Now repeat this command 9 more times, for each of the cross-validation folds. I used the --silent flag to prevent additional output to terminal, but this is totally optional.

parrot-train datasets/seq_regress_dataset.tsv cv_test/network1.pt -d sequence -c 1 -nl 2 -hs 15 -lr 0.001 -b 16 -e 250 --split cv_test/cv_example_splits_cv1.txt --silent
parrot-train datasets/seq_regress_dataset.tsv cv_test/network2.pt -d sequence -c 1 -nl 2 -hs 15 -lr 0.001 -b 16 -e 250 --split cv_test/cv_example_splits_cv2.txt --silent
parrot-train datasets/seq_regress_dataset.tsv cv_test/network9.pt -d sequence -c 1 -nl 2 -hs 15 -lr 0.001 -b 16 -e 250 --split cv_test/cv_example_splits_cv9.txt --silent

All of this could also be accomplished using a wrapper shell script. In fact, for larger datasets this is recommended so that you don’t have sit around and wait for the network to train each fold.

Analyze CV predictions

After running all of this, you should have 10 files with test set predictions: “network[0-9]_predictions.tsv”. First, we will evaluate (using Pearson’s R square)each set of predictions separately and see how the networks perform on average and how much variance there is between different networks. In published work that uses cross-validation, it’s typical to report this average performance (by some metric) across CV folds and the variance between folds.

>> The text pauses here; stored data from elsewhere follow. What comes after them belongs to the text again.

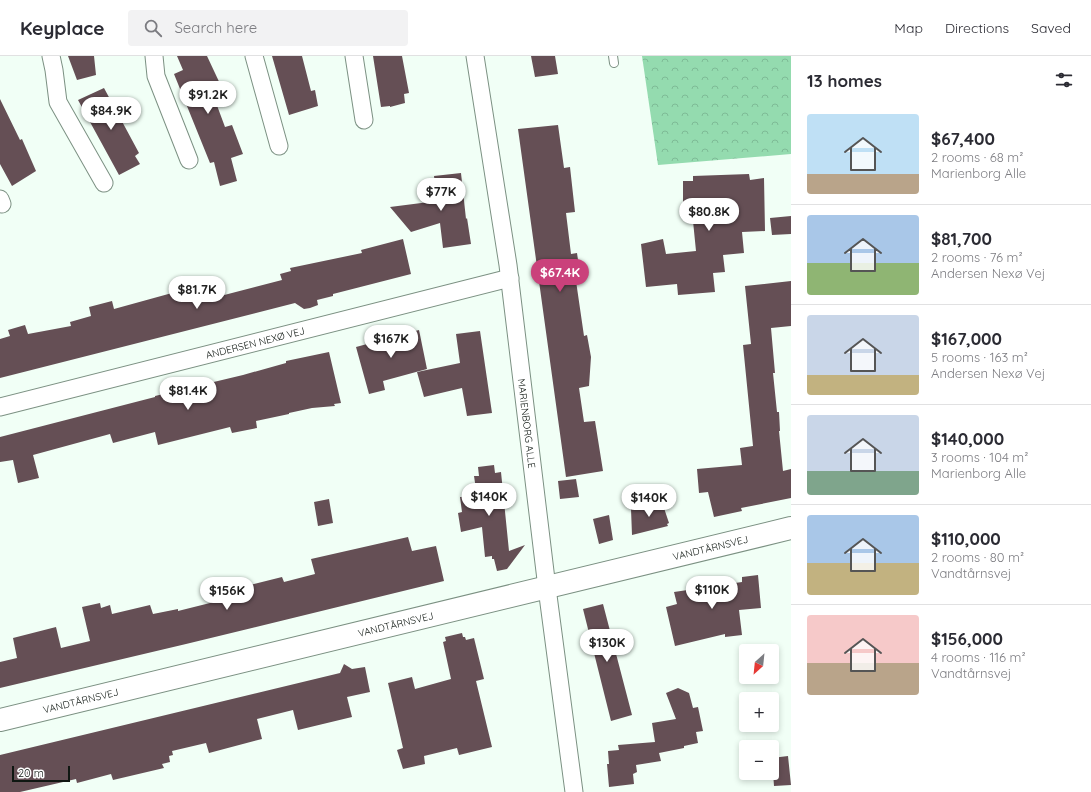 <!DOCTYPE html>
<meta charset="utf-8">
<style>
body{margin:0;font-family:Quicksand,sans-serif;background:#f2f2f3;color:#2b2b33;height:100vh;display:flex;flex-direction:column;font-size:15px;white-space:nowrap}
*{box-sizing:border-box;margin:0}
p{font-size:13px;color:#7c7c81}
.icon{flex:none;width:22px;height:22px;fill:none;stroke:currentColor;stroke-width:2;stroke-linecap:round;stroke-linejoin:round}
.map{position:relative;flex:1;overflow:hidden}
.side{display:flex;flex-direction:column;background:#fff;width:300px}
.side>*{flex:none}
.needle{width:26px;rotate:207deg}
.tools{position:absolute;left:739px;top:588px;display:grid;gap:8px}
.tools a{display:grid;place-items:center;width:40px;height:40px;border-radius:4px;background:#fff;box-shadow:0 2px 6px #0003;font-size:20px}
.scale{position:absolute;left:12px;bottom:10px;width:58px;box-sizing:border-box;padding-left:4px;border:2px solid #0f1712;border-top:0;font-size:11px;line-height:14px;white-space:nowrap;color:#0f1712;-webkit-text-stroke:3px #fff;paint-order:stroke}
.price{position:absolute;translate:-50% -34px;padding:0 9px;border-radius:14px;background:#fff;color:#222;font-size:13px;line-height:26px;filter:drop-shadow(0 1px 2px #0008)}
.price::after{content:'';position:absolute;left:50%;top:24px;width:12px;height:9px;margin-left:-6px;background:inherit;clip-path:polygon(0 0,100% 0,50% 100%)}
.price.selected{background:#ca417b;color:#fff}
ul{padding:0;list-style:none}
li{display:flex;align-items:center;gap:12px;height:100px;padding:0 16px}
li+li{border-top:1px solid #e1e1e2}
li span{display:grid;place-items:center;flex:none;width:112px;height:80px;border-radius:4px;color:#555}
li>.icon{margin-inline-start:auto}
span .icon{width:48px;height:48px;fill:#fffc;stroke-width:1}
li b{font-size:17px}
h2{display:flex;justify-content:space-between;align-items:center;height:48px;padding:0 16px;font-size:17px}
header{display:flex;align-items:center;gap:24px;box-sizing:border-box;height:56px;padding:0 20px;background:#fff;border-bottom:1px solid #e1e1e2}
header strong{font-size:19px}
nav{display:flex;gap:22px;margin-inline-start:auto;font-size:14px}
.search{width:280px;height:36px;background:#f2f2f3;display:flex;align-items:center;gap:10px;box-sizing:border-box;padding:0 14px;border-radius:4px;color:#7c7c81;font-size:15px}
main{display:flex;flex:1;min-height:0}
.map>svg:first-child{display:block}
.forest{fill:url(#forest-crowns)}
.building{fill:#654f55}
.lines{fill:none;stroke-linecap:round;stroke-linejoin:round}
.lane-casing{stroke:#7c9183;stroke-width:10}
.street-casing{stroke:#7c9183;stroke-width:19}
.secondary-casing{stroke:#7c9183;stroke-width:24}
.lane{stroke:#fff;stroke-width:8}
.street{stroke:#fff;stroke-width:17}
.secondary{stroke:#fff;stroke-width:22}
.labels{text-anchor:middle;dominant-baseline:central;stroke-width:4;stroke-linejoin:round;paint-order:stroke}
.street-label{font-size:10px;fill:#0f1712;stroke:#fff}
</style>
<header>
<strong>Keyplace</strong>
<div class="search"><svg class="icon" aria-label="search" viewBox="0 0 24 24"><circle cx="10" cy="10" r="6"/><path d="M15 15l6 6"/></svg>Search here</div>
<nav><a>Map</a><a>Directions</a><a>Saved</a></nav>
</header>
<main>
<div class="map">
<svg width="791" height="736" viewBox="0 0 791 736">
<defs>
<pattern id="forest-crowns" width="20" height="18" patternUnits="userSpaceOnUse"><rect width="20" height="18" fill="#94dbaf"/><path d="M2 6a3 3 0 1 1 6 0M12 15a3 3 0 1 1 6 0" fill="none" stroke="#7ebb96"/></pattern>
</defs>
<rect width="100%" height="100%" fill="#f1fff6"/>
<!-- forest -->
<path class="forest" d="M642 0H791V98L658 109Z"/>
<!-- building -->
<path class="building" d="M68 0H94L96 19 77 24Z
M177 0H207L222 32 212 36 225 71 232 69 243 98 231 102 237 125 220 130 214 106 210 107 174 18 183 14Z
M272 0H302L311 35 315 34 318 50 289 59Z
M373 0H402L409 37 404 38 405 47 390 51V50L381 51Z
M531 0H555L558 18 535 21Z
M104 32 139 97 135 100 140 108 119 119 78 44Z
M0 43 20 84 22 83 36 115 12 130 0 108Z
M558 69 564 112 570 111 575 156 566 157 571 198 577 197 581 224 576 225 584 280 587 279 591 301 589 330 579 332 584 366 595 365 603 415 566 421 518 73Z
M461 117 466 163 467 162 471 188 443 192 440 167 411 176 390 151 437 145 434 120Z
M749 118 750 124 764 122 765 175 742 176 744 197 723 199 725 216 713 217 715 236 678 239 677 228 646 231 641 188 663 183 666 198 696 195 692 155H683V125H693V120Z
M791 160V178L772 179 770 162Z
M403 183 411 218 333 238V240L317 244 318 249 310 252 304 253 295 247 0 322V283L10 280 8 274 25 269 28 278 71 270 70 266 91 260 89 251 112 245 114 253 201 229 205 244 282 224 280 218 291 215 290 212 362 197 361 194Z
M791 225V270L771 272 775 317H773L777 356H779L780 375H779L783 415 791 413V442L741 452 742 455 714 461 708 436 699 437 697 413 742 409 740 392 753 390 743 289 751 288 745 230Z
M419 274 427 313 383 325 385 334 369 338 356 291Z
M480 275 492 357 467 360 462 332 424 341 417 316 460 307 456 278Z
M329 296 341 347 334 348 335 350 312 352 289 357V358L256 365 257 372 232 377 230 371 158 389 155 376 113 387 110 378 33 399 39 422 18 427 13 404 0 406V381L155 341V340L243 319 286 307V305Z
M494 409 495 417 501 416 509 495 525 489 507 513 497 515 494 503H492V500L485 501 482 471 461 476 458 457 462 456 460 441 477 440 474 420H479L478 411Z
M576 423 579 441 560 443 558 425Z
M329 443 333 467 318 470 314 446Z
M662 446 669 467 667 468 668 470 632 479 631 453Z
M609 459 613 484 599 488 593 463Z
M408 481 412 495 436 490 444 525 186 588 0 632V606L17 602 13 582 56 571 61 592 90 585 82 551 100 547 101 552 110 549 112 558 150 549 153 558 178 553V555L214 546 210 532 233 526 234 533 282 521 284 526 315 518 311 503Z
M758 519 761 552 739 554 742 579 725 581V578L675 590 666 551 677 548 674 536 742 526V521Z
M603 548 632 659 611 665 583 553Z
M462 577 463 581H465L466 584 474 582 484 623 476 625 492 691 459 699 457 692 424 700 425 708 403 713 397 694 403 692 388 627 412 621 415 633 451 623 443 586 446 585 445 581Z
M344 608 352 613 365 611 370 636 347 641 352 661 298 674 293 654 257 663 262 683 209 697 206 687 172 695 173 699 169 700 170 706 162 708 164 712 113 724 111 718 77 727 76 723 20 736H0V699L340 617Z
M678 632 689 637 693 652 698 651 703 675 696 676 698 687 684 690V692L659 697 661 705 636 709 637 716 633 718 634 728 609 731 607 708H609L608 695 619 694 618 689 655 686 652 667 676 663 666 637Z
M788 700 791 729 774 730 772 702Z"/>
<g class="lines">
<defs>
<path id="lane" d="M613 0 614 7"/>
<g id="street">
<path d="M51 0 54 14 58 46 104 127"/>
<path d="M154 0 156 20 189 104"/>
<path d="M254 0 279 90"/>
<path d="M354 0 364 64"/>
<path id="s1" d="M475 0 508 209 547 532 574 736"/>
<path d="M0 143 2 148"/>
<path id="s2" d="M0 351 510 222"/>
</g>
<g id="secondary">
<path id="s3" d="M0 664 791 472"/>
</g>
</defs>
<!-- lane casing -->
<use href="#lane" class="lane-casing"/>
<!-- street casing -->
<use href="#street" class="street-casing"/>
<!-- secondary casing -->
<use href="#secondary" class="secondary-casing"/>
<!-- lane -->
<use href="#lane" class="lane"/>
<!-- street -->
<use href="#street" class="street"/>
<!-- secondary -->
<use href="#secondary" class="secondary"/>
</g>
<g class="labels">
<!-- street labels -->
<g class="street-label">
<text stroke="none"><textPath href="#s2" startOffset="263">ANDERSEN NEXØ VEJ</textPath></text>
<text stroke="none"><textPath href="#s1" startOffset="371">MARIENBORG ALLE</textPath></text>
<text stroke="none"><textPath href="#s3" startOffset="731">VANDTÅRNSVEJ</textPath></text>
<text stroke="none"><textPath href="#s3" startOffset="407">VANDTÅRNSVEJ</textPath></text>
<text stroke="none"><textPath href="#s3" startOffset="83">VANDTÅRNSVEJ</textPath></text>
</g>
</g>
</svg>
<div class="tools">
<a><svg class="needle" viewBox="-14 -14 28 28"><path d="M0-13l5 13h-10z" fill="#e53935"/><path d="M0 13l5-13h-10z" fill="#7c7c81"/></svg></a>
<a>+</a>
<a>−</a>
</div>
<div class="scale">20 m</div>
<b class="price" style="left:208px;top:59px">$91.2K</b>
<b class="price" style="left:111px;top:75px">$84.9K</b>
<b class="price" style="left:441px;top:156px">$77K</b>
<b class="price" style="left:709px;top:176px">$80.8K</b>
<b class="price selected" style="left:560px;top:237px">$67.4K</b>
<b class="price" style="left:197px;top:254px">$81.7K</b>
<b class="price" style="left:391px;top:303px">$167K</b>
<b class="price" style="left:188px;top:355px">$81.4K</b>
<b class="price" style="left:489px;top:461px">$140K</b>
<b class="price" style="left:649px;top:462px">$140K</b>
<b class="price" style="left:712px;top:554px">$110K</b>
<b class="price" style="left:227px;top:555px">$156K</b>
<b class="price" style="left:607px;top:607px">$130K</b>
</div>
<section class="side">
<h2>13 homes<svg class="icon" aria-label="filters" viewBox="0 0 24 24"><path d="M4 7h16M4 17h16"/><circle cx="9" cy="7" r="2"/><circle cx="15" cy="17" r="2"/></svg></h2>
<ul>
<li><span style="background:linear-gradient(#bfe0f5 75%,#b9a48a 0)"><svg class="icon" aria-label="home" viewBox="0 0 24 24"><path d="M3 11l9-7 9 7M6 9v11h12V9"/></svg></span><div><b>$67,400</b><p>2 rooms · 68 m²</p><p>Marienborg Alle</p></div></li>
<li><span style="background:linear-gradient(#a9c7e8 60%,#8fb573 0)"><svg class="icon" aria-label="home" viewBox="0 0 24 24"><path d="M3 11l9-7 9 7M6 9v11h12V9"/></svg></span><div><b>$81,700</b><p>2 rooms · 76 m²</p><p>Andersen Nexø Vej</p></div></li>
<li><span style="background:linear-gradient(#c9d6e8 75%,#c2b280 0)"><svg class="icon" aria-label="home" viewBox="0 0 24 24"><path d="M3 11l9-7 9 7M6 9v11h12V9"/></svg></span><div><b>$167,000</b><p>5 rooms · 163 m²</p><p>Andersen Nexø Vej</p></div></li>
<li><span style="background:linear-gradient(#c9d6e8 70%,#7fa58c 0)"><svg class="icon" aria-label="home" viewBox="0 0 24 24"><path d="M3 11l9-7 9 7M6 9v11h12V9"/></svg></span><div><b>$140,000</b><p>3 rooms · 104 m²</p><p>Marienborg Alle</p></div></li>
<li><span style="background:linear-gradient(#a9c7e8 60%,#c2b280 0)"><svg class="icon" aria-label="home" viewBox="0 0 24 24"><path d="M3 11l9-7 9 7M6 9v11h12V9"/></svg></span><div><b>$110,000</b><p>2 rooms · 80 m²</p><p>Vandtårnsvej</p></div></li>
<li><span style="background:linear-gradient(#f6c9c9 60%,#b9a48a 0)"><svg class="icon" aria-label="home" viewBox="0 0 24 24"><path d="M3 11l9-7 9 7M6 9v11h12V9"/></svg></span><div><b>$156,000</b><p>4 rooms · 116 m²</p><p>Vandtårnsvej</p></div></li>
</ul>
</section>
</main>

Since all of these networks perform well, and there is low variance between predictions, we can also combine each of these prediction files and see how the cumulative predictions fare:


There’s a couple of outlier sequences, but overall it looks like our networks did great!

Train final network

Finally, now that we have a good estimate of how reliable our networks’ predictions are, we can create a new network using all of our data (and training for longer for good measure!). To do this, we simply run parrot-train again while specifying a test set size of ~0 using the --set-fractions flag (we will use 0.01, since using 0 throws an error). Importantly, validation set CANNOT be zero, as this subset is critical for making sure we do not overfit our data.

parrot-train datasets/seq_regress_dataset.tsv cv_test/final_cvnetwork.pt -d sequence -c 1 -nl 2 -hs 15 -lr 0.001 -b 16 -e 350 --set-fractions 0.79 0.2 0.01

Now if we want, we can use final_cvnetwork.pt to predict unlabeled sequences with parrot-predict.